Marge reached for Val, knocking aside the barrel of the shotgun so that the blast went up into the night sky, and reached for Val with clutching fingers.

LaMastra stepped forward and knocked the waitress away with a vicious kick to the ribs and then shot her as she turned on him. Immediately three pairs of hands seized him from behind and LaMastra was yanked backward into a screaming, hissing tangle of monsters.

Then the whole swamp seemed to explode with light and heat. Instantly flames shot up all around the clearing, casting the battling figures into sharply etched white-and-black car-icatures. The vampires scattered away from the blaze, fleeing toward the safety of the hillside, and then screamed as the flames chased them up the slopes. Everywhere they went, every direction they turned in, new fires appeared. A dozen of them were caught in the first wave and became shrieking torches that ran madly around the clearing, igniting trees and bushes and other vampires.

By the edge of the clearing, safe under a stand of diseased pines, Ruger and Lois watched the battle.
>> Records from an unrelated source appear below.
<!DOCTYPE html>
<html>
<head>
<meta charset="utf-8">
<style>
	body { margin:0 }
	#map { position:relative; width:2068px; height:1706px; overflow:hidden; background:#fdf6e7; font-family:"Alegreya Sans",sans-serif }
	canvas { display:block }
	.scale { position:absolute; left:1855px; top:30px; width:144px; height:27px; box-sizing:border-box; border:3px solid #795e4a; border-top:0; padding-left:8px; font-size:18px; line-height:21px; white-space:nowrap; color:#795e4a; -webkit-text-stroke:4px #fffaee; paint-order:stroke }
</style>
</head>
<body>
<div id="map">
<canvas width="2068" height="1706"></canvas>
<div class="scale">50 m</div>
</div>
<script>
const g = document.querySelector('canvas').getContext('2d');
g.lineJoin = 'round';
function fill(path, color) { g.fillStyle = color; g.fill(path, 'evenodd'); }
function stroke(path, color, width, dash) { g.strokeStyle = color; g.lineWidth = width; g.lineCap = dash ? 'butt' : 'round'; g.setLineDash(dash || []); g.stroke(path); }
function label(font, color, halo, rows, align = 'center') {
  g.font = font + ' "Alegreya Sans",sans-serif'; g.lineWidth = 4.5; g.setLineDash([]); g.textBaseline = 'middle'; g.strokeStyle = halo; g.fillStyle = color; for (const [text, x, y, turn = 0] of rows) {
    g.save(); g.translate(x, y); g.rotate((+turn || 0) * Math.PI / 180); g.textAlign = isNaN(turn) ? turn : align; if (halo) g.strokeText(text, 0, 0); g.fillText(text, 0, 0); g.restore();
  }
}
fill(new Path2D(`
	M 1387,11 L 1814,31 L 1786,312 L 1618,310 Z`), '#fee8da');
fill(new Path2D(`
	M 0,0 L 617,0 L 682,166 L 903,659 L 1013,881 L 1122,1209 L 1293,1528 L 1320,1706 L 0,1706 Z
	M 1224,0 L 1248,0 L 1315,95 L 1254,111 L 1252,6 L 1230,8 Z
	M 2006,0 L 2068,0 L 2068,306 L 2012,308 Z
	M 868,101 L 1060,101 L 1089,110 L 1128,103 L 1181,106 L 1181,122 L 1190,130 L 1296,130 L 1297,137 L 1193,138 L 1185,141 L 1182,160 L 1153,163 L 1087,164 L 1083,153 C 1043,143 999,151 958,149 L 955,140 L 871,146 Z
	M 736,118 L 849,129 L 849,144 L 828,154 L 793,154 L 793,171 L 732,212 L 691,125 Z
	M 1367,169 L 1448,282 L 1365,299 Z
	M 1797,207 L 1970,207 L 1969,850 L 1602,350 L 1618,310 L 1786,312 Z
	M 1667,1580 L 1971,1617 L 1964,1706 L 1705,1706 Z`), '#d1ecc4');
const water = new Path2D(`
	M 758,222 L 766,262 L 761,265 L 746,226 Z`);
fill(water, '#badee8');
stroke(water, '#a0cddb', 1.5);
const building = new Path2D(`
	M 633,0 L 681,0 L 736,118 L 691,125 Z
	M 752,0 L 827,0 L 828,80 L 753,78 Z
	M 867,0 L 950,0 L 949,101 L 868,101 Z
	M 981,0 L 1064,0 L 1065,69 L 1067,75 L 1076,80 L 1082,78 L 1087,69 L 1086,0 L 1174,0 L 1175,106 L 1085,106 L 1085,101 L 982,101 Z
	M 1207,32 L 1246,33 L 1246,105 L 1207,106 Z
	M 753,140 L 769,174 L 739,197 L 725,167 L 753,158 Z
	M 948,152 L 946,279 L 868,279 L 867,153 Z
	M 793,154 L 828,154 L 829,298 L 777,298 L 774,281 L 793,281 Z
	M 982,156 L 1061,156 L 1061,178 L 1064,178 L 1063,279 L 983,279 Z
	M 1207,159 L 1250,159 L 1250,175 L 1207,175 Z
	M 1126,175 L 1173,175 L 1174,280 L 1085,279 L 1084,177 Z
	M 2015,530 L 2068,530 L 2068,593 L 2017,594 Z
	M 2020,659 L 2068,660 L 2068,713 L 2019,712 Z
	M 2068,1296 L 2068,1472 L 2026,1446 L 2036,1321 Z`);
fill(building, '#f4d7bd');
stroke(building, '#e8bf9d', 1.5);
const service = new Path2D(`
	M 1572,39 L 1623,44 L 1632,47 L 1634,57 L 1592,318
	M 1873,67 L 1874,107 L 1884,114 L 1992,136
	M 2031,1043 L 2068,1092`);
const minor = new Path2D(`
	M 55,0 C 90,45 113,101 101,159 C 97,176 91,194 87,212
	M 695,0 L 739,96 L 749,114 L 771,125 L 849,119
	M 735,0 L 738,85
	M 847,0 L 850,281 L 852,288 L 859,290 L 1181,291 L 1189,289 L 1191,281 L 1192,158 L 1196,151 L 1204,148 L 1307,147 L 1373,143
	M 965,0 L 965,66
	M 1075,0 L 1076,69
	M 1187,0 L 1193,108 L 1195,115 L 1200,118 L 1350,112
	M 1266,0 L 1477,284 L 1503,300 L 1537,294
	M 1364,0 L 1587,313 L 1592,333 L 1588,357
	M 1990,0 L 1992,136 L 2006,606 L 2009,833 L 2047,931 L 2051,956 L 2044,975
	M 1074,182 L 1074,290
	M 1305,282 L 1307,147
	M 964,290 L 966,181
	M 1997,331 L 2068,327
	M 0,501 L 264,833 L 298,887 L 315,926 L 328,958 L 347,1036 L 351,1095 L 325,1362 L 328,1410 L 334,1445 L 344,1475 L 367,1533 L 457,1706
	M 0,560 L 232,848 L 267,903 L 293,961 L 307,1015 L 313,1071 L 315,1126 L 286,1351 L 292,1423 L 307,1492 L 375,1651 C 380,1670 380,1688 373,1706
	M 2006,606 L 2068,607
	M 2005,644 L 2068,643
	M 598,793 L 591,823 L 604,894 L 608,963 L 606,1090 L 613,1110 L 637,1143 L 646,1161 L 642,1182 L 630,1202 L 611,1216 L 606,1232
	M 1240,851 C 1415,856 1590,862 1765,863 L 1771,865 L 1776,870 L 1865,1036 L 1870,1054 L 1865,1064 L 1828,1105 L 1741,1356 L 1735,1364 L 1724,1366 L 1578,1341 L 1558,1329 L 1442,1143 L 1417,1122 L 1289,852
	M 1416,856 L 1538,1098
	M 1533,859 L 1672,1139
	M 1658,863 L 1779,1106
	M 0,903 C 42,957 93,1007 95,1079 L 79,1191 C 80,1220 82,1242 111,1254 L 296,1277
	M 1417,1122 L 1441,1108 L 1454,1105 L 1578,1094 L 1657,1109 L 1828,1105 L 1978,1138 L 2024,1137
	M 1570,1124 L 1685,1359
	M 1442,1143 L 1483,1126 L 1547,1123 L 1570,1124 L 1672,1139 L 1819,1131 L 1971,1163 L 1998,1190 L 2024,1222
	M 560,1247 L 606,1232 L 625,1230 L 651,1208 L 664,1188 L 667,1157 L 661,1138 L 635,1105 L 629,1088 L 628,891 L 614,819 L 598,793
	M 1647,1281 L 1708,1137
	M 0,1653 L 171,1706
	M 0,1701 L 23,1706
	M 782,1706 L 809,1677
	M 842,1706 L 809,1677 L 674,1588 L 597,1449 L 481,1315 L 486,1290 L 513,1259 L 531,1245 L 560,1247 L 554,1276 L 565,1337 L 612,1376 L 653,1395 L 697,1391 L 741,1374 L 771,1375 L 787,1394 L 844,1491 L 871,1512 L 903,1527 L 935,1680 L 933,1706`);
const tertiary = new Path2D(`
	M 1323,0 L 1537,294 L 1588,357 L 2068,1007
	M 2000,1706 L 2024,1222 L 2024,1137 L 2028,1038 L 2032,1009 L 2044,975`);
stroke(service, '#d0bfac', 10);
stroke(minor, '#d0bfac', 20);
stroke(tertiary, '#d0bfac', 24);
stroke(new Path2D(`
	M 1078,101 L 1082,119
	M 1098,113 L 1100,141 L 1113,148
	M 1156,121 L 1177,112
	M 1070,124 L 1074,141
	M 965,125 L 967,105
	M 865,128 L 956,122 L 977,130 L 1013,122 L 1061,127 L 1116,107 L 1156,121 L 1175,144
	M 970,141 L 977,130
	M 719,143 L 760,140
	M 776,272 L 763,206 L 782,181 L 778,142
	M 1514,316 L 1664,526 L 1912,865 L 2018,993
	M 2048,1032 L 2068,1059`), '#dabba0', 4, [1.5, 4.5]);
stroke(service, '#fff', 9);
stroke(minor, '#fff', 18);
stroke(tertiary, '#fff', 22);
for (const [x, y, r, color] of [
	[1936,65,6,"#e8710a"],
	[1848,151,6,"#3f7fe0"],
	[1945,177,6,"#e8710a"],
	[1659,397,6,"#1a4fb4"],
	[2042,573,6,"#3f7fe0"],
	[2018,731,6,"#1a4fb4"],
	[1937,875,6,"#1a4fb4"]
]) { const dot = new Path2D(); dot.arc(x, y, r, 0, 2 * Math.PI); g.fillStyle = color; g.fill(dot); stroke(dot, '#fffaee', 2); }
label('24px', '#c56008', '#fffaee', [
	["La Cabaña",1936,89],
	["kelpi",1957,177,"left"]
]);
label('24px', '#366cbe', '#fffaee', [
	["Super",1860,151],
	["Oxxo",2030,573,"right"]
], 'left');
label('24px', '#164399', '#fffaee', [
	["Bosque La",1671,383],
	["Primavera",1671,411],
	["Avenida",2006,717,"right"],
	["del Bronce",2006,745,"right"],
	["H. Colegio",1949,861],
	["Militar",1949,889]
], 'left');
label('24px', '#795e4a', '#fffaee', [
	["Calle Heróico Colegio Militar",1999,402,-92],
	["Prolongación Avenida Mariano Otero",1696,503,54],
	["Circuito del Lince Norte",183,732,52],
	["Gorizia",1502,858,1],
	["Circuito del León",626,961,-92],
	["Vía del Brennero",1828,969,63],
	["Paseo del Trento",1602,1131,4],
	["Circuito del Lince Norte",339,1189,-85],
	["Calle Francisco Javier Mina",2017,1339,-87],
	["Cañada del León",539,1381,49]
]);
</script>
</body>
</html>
They were the only ones who saw and understood what was happening. They saw the figure that ran along the perimeter of the clearing with a burning cloth-wrapped stick in one hand and the nozzle of some kind of sprayer in the other. The tank of the sprayer jiggled and sloshed on the man’s back, and the smell of gasoline was thick in the air. As the man ran he sprayed everything with gasoline and touched the torch as he passed. Fires sprang up behind him. Some of the fires raced quickly up the hill, evidence that he had left a trail behind him.